- Directed by: Sam Irvin
- Written by: Charles Gale
- Produced by: Randolph Gale
- Starring: Rod Steiger; Lauren Hutton;
- Cinematography: Richard Michalak
- Edited by: Kevin Tent
- Music by: Steve Bartek
- Distributed by: IRS Media
- Release date: April 19, 1991 (WorldFest-Houston);
- Running time: 95 minutes
- Country: United States
- Language: English
- Budget: $1.3 million

= Guilty as Charged (film) =

Guilty as Charged is a 1991 American comedy film directed by Sam Irvin and starring Rod Steiger and Lauren Hutton.

==Cast==
- Rod Steiger as Kallin
- Lauren Hutton as Liz
- Heather Graham as Kimberly
- Lyman Ward as Stanford
- Isaac Hayes as Aloysius
- Zelda Rubinstein as Edna
- Michael Beach as Hamilton
- Irwin Keyes as Deek
- Earl Boen as Chemical Manufacturer
- Ricky Dean Logan as Ricky Landon
- Gale Mayron as Fran
- Michael Talbott as Sparrow

==Production==
The film marked the directorial debut of Sam Irvin who had gained experience as Brian De Palma's production assistant.
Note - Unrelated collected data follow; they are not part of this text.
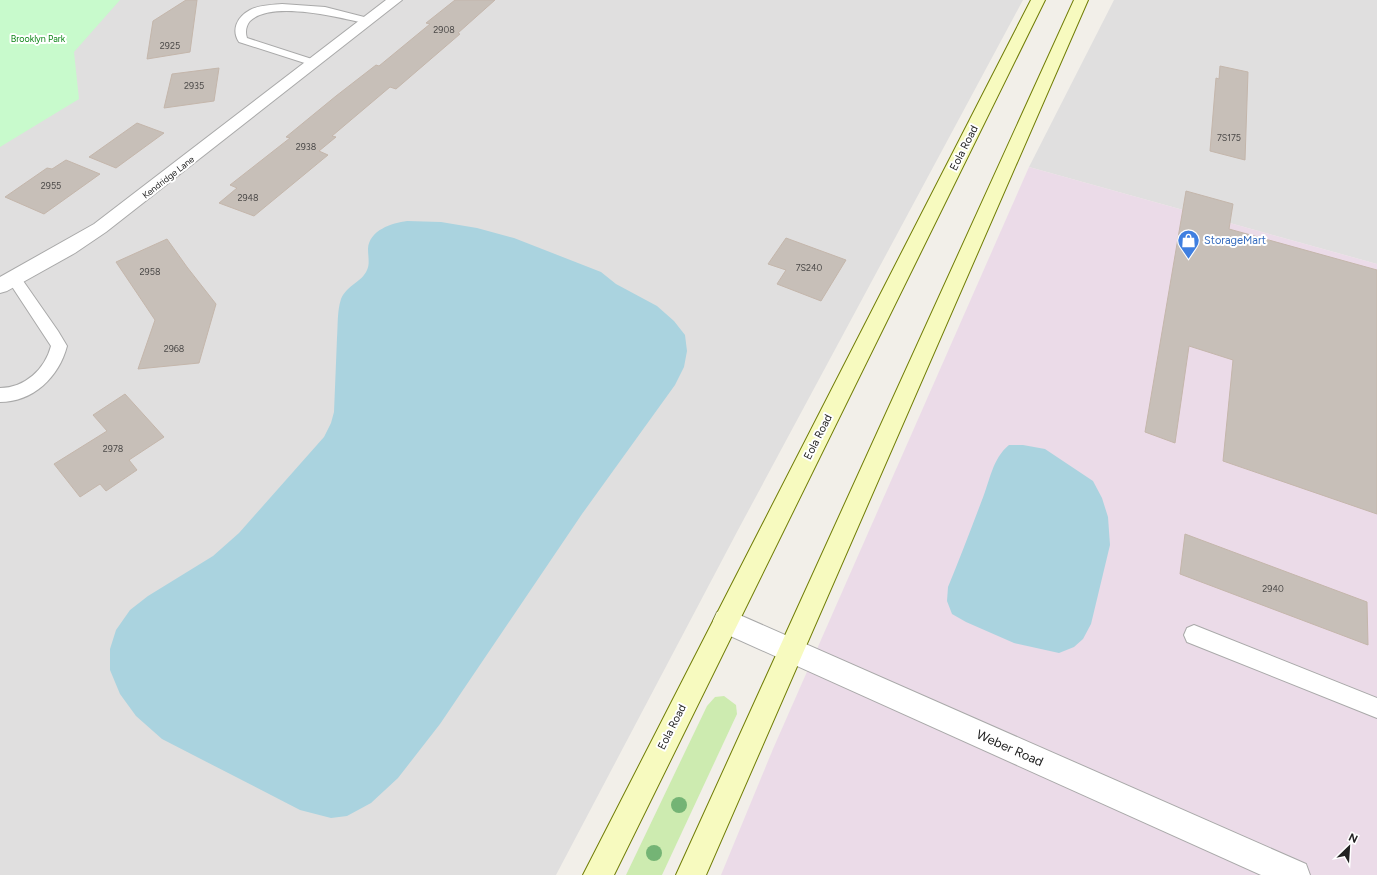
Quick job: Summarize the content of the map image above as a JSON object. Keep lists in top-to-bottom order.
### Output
{
  "streets": {
    "main road": ["Eola Road"],
    "street": ["Kendridge Lane", "Weber Road"]
  },
  "crossings": [
    ["Eola Road", "Weber Road"]
  ],
  "parks": ["Brooklyn Park"],
  "places": {
    "shop": ["StorageMart"]
  },
  "house_numbers": [
    "2908",
    "2925",
    "2935",
    "7S175",
    "2938",
    "2955",
    "2948",
    "7S240",
    "2958",
    "2968",
    "2978",
    "2940"
  ],
  "north": "top right"
}
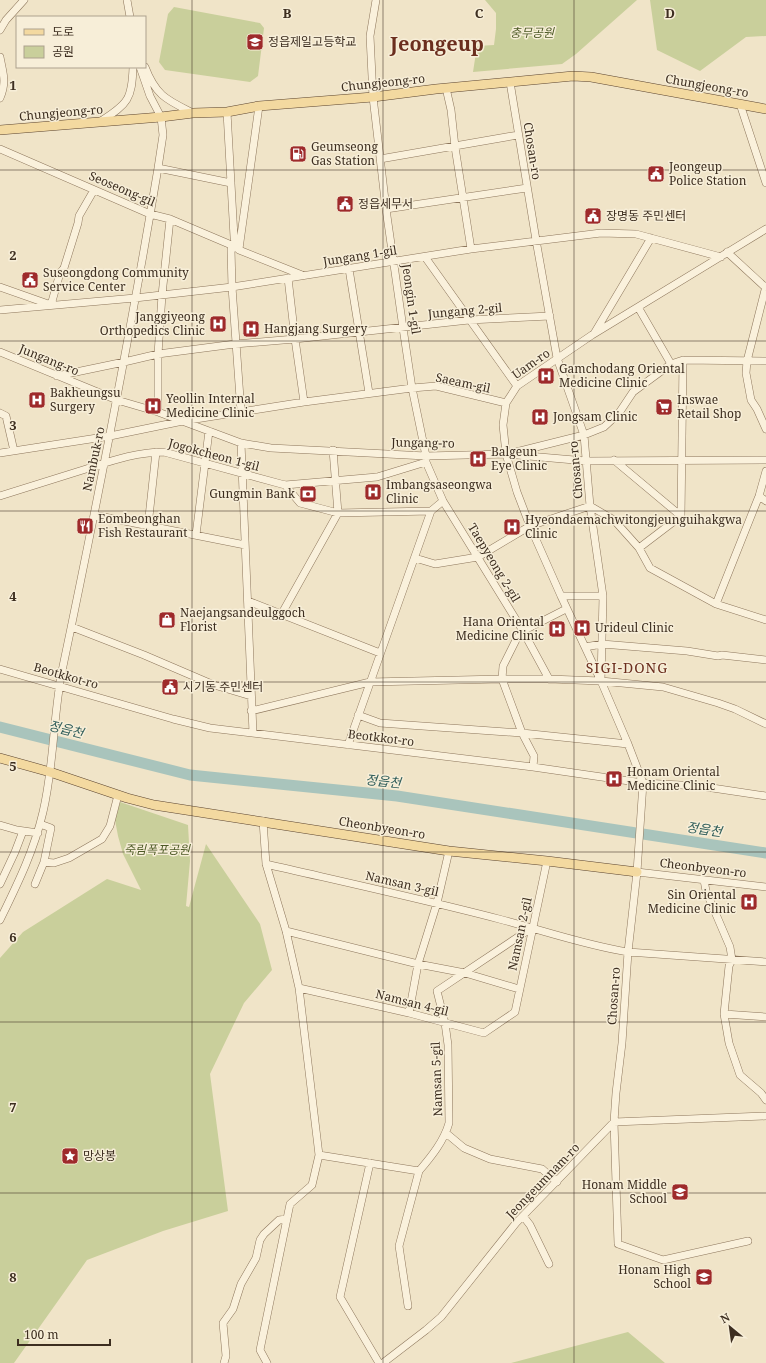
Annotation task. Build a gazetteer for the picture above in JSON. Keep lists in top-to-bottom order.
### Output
{
  "streets": {
    "main road": ["Chungjeong-ro", "Cheonbyeon-ro"],
    "street": [
      "Chosan-ro",
      "Seoseong-gil",
      "Jungang 1-gil",
      "Jeongin 1-gil",
      "Jungang 2-gil",
      "Jungang-ro",
      "Uam-ro",
      "Saeam-gil",
      "Jogokcheon 1-gil",
      "Nambuk-ro",
      "Taepyeong 2-gil",
      "Beotkkot-ro",
      "Namsan 3-gil",
      "Namsan 2-gil",
      "Namsan 4-gil",
      "Namsan 5-gil",
      "Jeongeumnam-ro"
    ]
  },
  "crossings": [
    ["Chungjeong-ro", "Chosan-ro"],
    ["Chungjeong-ro", "Jeongin 1-gil"],
    ["Chungjeong-ro", "Nambuk-ro"],
    ["Chosan-ro", "Jungang 1-gil"],
    ["Chosan-ro", "Jungang 2-gil"],
    ["Chosan-ro", "Jungang-ro"],
    ["Chosan-ro", "Uam-ro"],
    ["Chosan-ro", "Beotkkot-ro"],
    ["Chosan-ro", "Cheonbyeon-ro"],
    ["Chosan-ro", "Namsan 3-gil"],
    ["Chosan-ro", "Jeongeumnam-ro"],
    ["Seoseong-gil", "Jungang 1-gil"],
    ["Seoseong-gil", "Nambuk-ro"],
    ["Jungang 1-gil", "Jeongin 1-gil"],
    ["Jungang 1-gil", "Uam-ro"],
    ["Jungang 1-gil", "Nambuk-ro"],
    ["Jeongin 1-gil", "Jungang 2-gil"],
    ["Jeongin 1-gil", "Jungang-ro"],
    ["Jeongin 1-gil", "Saeam-gil"],
    ["Jeongin 1-gil", "Jogokcheon 1-gil"],
    ["Jeongin 1-gil", "Taepyeong 2-gil"],
    ["Jungang 2-gil", "Jungang-ro"],
    ["Jungang 2-gil", "Nambuk-ro"],
    ["Jungang-ro", "Uam-ro"],
    ["Jungang-ro", "Saeam-gil"],
    ["Jungang-ro", "Jogokcheon 1-gil"],
    ["Jungang-ro", "Nambuk-ro"],
    ["Jungang-ro", "Taepyeong 2-gil"],
    ["Uam-ro", "Saeam-gil"],
    ["Saeam-gil", "Nambuk-ro"],
    ["Jogokcheon 1-gil", "Nambuk-ro"],
    ["Jogokcheon 1-gil", "Taepyeong 2-gil"],
    ["Nambuk-ro", "Beotkkot-ro"],
    ["Nambuk-ro", "Cheonbyeon-ro"],
    ["Cheonbyeon-ro", "Namsan 2-gil"],
    ["Namsan 3-gil", "Namsan 2-gil"],
    ["Namsan 3-gil", "Namsan 5-gil"],
    ["Namsan 2-gil", "Namsan 4-gil"],
    ["Namsan 2-gil", "Namsan 5-gil"],
    ["Namsan 4-gil", "Namsan 5-gil"]
  ],
  "districts": ["Jeongeup", "SIGI-DONG"],
  "water": ["정읍천"],
  "parks": ["충무공원", "죽림폭포공원"],
  "places": {
    "school or university": ["정읍제일고등학교", "Honam Middle School", "Honam High School"],
    "fuel station": ["Geumseong Gas Station"],
    "public building": [
      "Jeongeup Police Station",
      "정읍세무서",
      "장명동 주민센터",
      "Suseongdong Community Service Center",
      "시기동 주민센터"
    ],
    "hospital": [
      "Janggiyeong Orthopedics Clinic",
      "Hangjang Surgery",
      "Gamchodang Oriental Medicine Clinic",
      "Bakheungsu Surgery",
      "Yeollin Internal Medicine Clinic",
      "Jongsam Clinic",
      "Balgeun Eye Clinic",
      "Imbangsaseongwa Clinic",
      "Hyeondaemachwitongjeunguihakgwa Clinic",
      "Urideul Clinic",
      "Hana Oriental Medicine Clinic",
      "Honam Oriental Medicine Clinic",
      "Sin Oriental Medicine Clinic"
    ],
    "supermarket": ["Inswae Retail Shop"],
    "bank": ["Gungmin Bank"],
    "restaurant": ["Eombeonghan Fish Restaurant"],
    "shop": ["Naejangsandeulggoch Florist"],
    "place": ["망상봉"]
  },
  "legend": ["도로", "공원"],
  "scale_bar": "100 m",
  "north": "top left",
  "grid": {
    "columns": ["B", "C", "D"],
    "rows": [
      "1",
      "2",
      "3",
      "4",
      "5",
      "6",
      "7",
      "8"
    ]
  }
}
With his eye set on directing, Irvin developed Stiff, a comedy involving a dead body, with writer Brian Clemens whom Irvin had met during his tenure writing for fanzine Bizarre. Irvin found some of the financial backing from RCA/Columbia Home Video and was directed by them to seek the rest of the funding from I.R.S. Media. While I.R.S. ultimately passed due to having several other scripts further along in development, they did show Irvin a selection of scripts for him to potentially direct with the one that stood out being Guilty as Charged written by Charlie Gale (brother of Bob Gale). While the film was initially written as something more serious, I.R.S. wanted something comedic which they thought would blend well with Irvin's style as seen in his short film Double Negative.

==Reception==

Leonard Maltin gave it two and a half stars.